Fidèle à son image quelque peu marginale dans le monde des pianistes, Hélène Grimaud vient d’enregistrer un nouveau programme musical qui tourne le dos aux traditionnels récitals souvent consacrés à un seul compositeur ou à une époque déterminée. Le 29 novembre 2010, la pianiste présentait d’ailleurs ce même programme à Toulouse, à l’invitation des Grands Interprètes.

 

Ce récital, intitulé « Résonances », s’écoute comme on suit un parcours intérieur. Mais ici le voyage s’organise autour d’un point central, originel qui, paradoxalement, est occupé par l’œuvre la plus « radicale » de ce voyage musical, la sonate opus 1 d’Alban Berg. Au cours de l’entretien que la pianiste accorde dans la notice de l’album, elle caractérise parfaitement l’impact de cette œuvre prophétique : « C’est un drame musical coulé dans la forme miniature d’une sonate en un mouvement. »

L’interprétation qu’elle en délivre témoigne de cette fascination exercée par une partition charnière entre deux époques, deux styles. Hélène Grimaud choisit délibérément, et très justement, d’ancrer cette sonate dans l’expression lyrique, héritière d’un romantisme exacerbé. Berg apparaît ici comme célébrant la fin d’un monde et ouvrant la porte vers l’inconnu. Le lien évident avec la sonate en si mineur de Franz Liszt apparaît particulièrement naturel. Hélène Grimaud en donne une lecture profondément expressive. Les explosions d’énergie se révèlent bien intégrées dans la trame générale. Le poids de silences impressionne. La sonate de Mozart K 310 qui ouvre ce récital est de celles, rares, qui explorent le domaine du drame, du pathétique.

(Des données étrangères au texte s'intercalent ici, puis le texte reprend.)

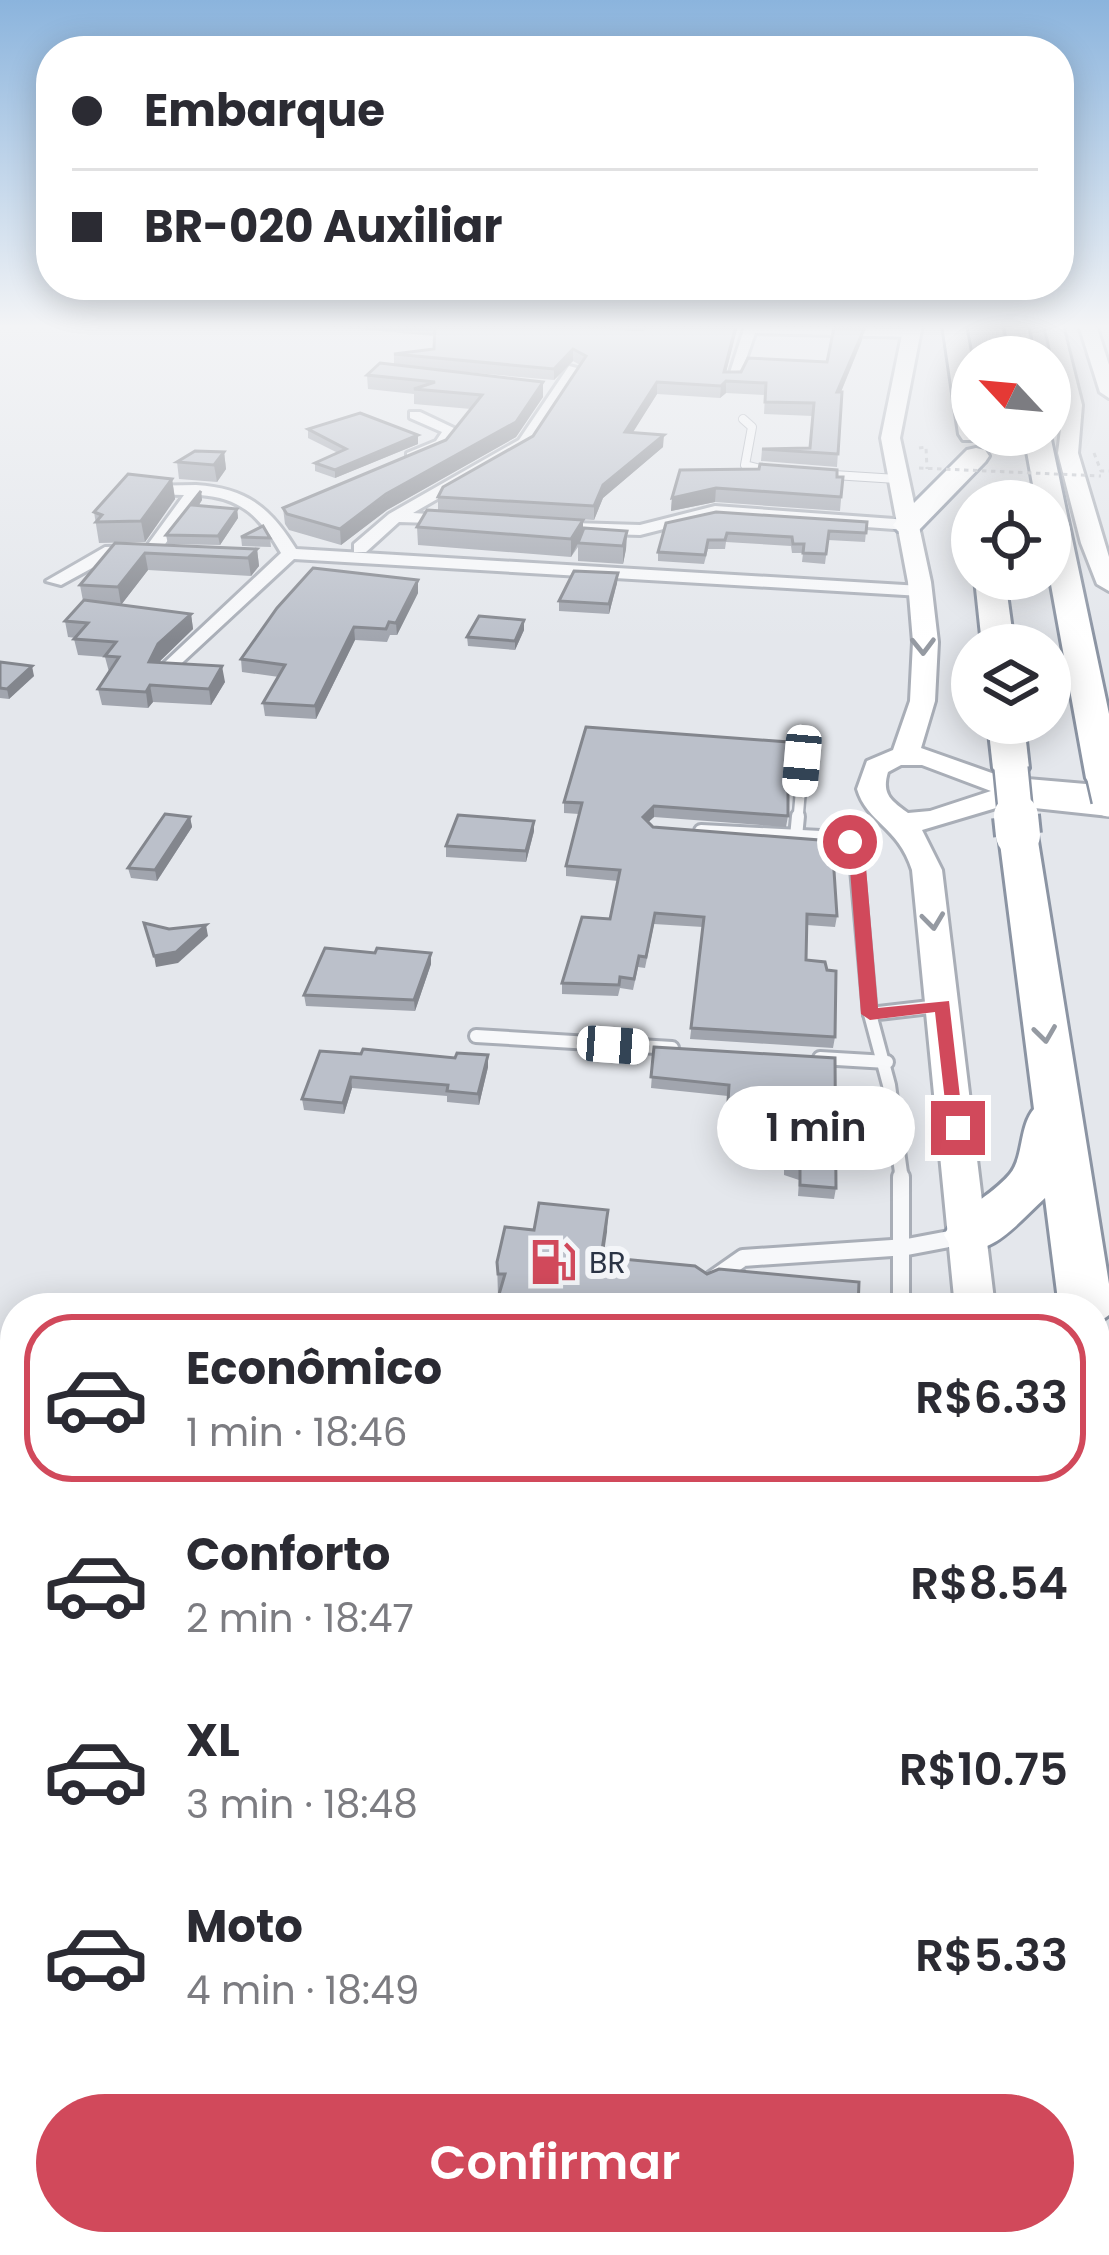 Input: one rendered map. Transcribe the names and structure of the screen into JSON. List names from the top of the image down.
{
  "places": {
    "fuel station": ["BR"]
  },
  "north": "top left",
  "page": {
    "banner": ["Embarque", "BR-020 Auxiliar"],
    "bubble": "1 min",
    "list": [
      {
        "name": "Econômico",
        "note": "1 min · 18:46",
        "value": "R$6.33"
      },
      {
        "name": "Conforto",
        "note": "2 min · 18:47",
        "value": "R$8.54"
      },
      {
        "name": "XL",
        "note": "3 min · 18:48",
        "value": "R$10.75"
      },
      {
        "name": "Moto",
        "note": "4 min · 18:49",
        "value": "R$5.33"
      }
    ],
    "buttons": "Confirmar"
  }
} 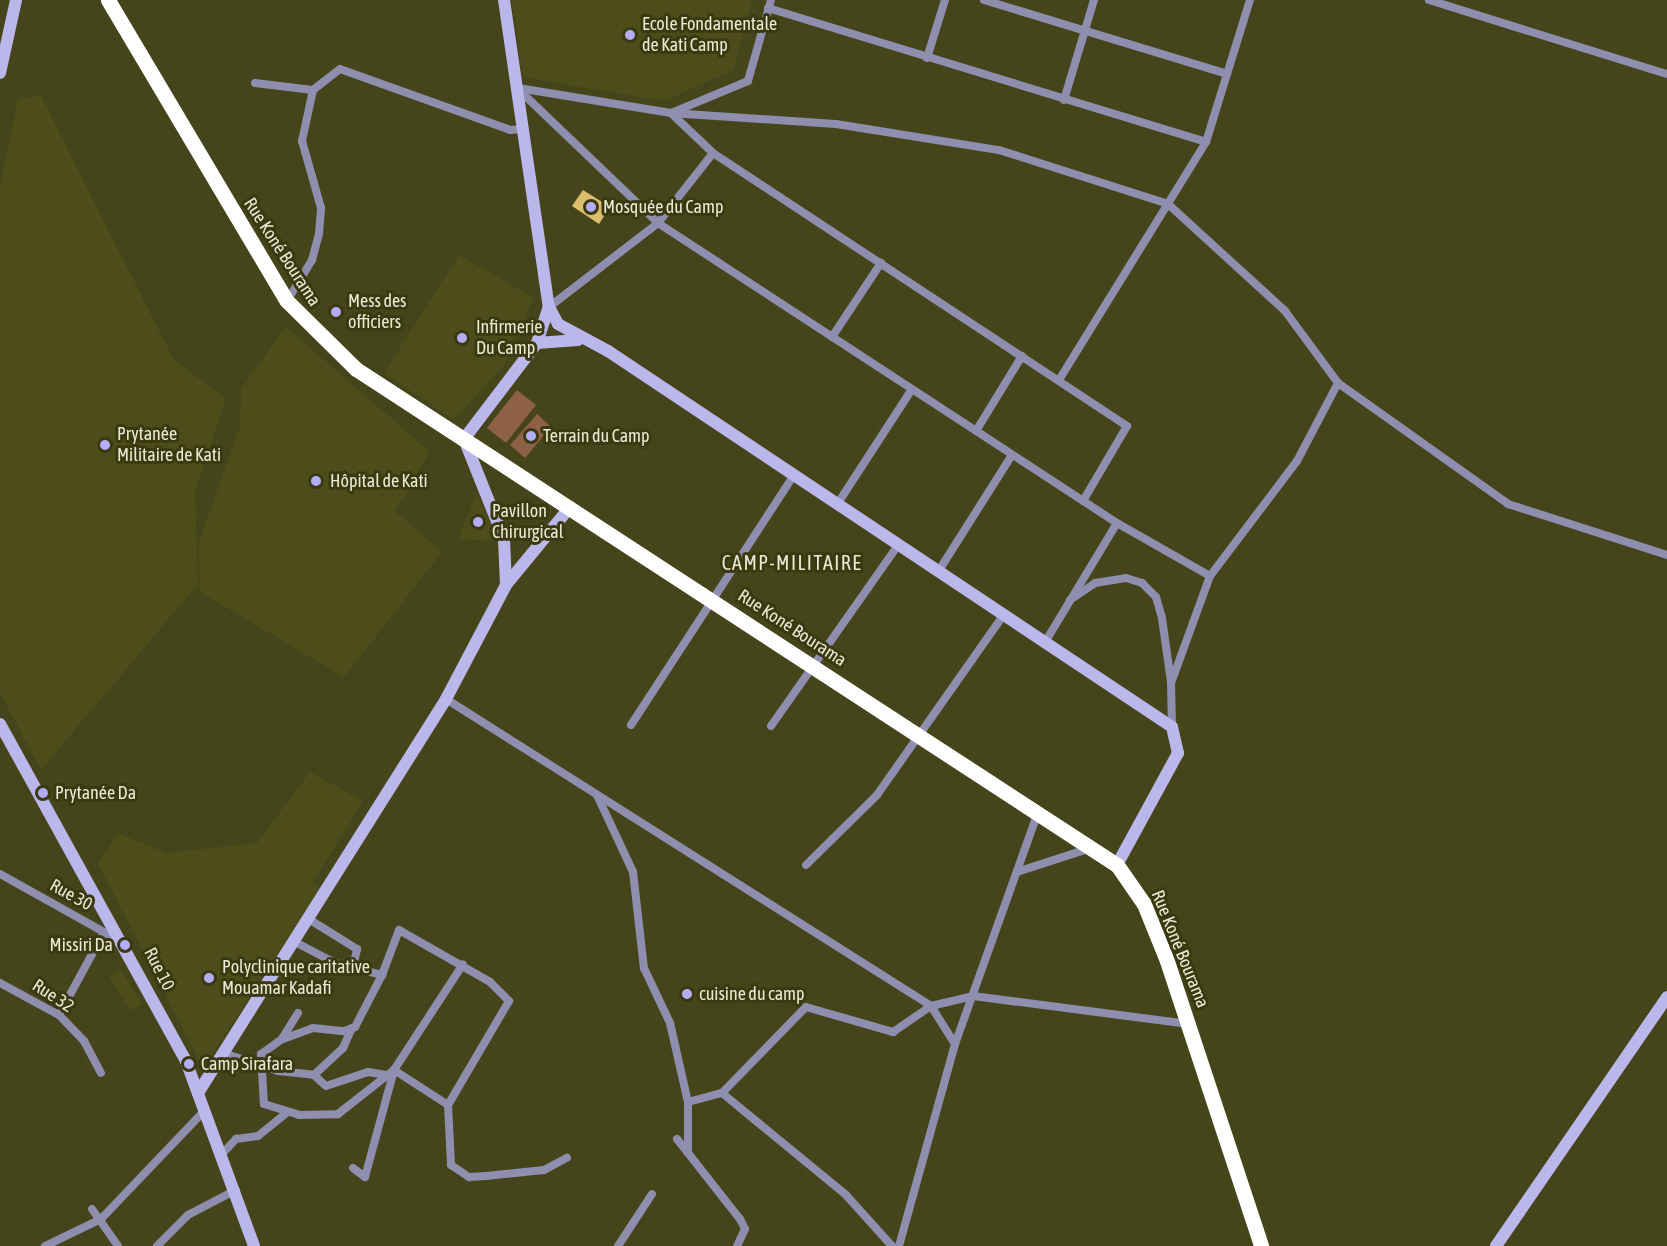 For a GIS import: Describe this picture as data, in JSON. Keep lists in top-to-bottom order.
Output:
{
  "streets": {
    "highway": ["Rue Koné Bourama"],
    "street": ["Rue 30", "Rue 10", "Rue 32"]
  },
  "crossings": [
    ["Rue 30", "Rue 10"]
  ],
  "districts": ["CAMP-MILITAIRE"],
  "places": [
    "Ecole Fondamentale de Kati Camp",
    "Mosquée du Camp",
    "Mess des officiers",
    "Infirmerie Du Camp",
    "Terrain du Camp",
    "Prytanée Militaire de Kati",
    "Hôpital de Kati",
    "Pavillon Chirurgical",
    "Prytanée Da",
    "Missiri Da",
    "Polyclinique caritative Mouamar Kadafi",
    "cuisine du camp",
    "Camp Sirafara"
  ]
}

En ce sens elle se trouve ici en bonne compagnie. Son interprétation ne se départit pourtant pas d’une certaine raideur. Quant aux Six danses populaires Roumaines de Bartók qui concluent ces « Résonances », elles regorgent d’une énergie populaire particulièrement bienvenue sous les doigts de la belle pianiste qui donne l’impression d’être restée l’éternelle adolescente de ses fulgurants débuts.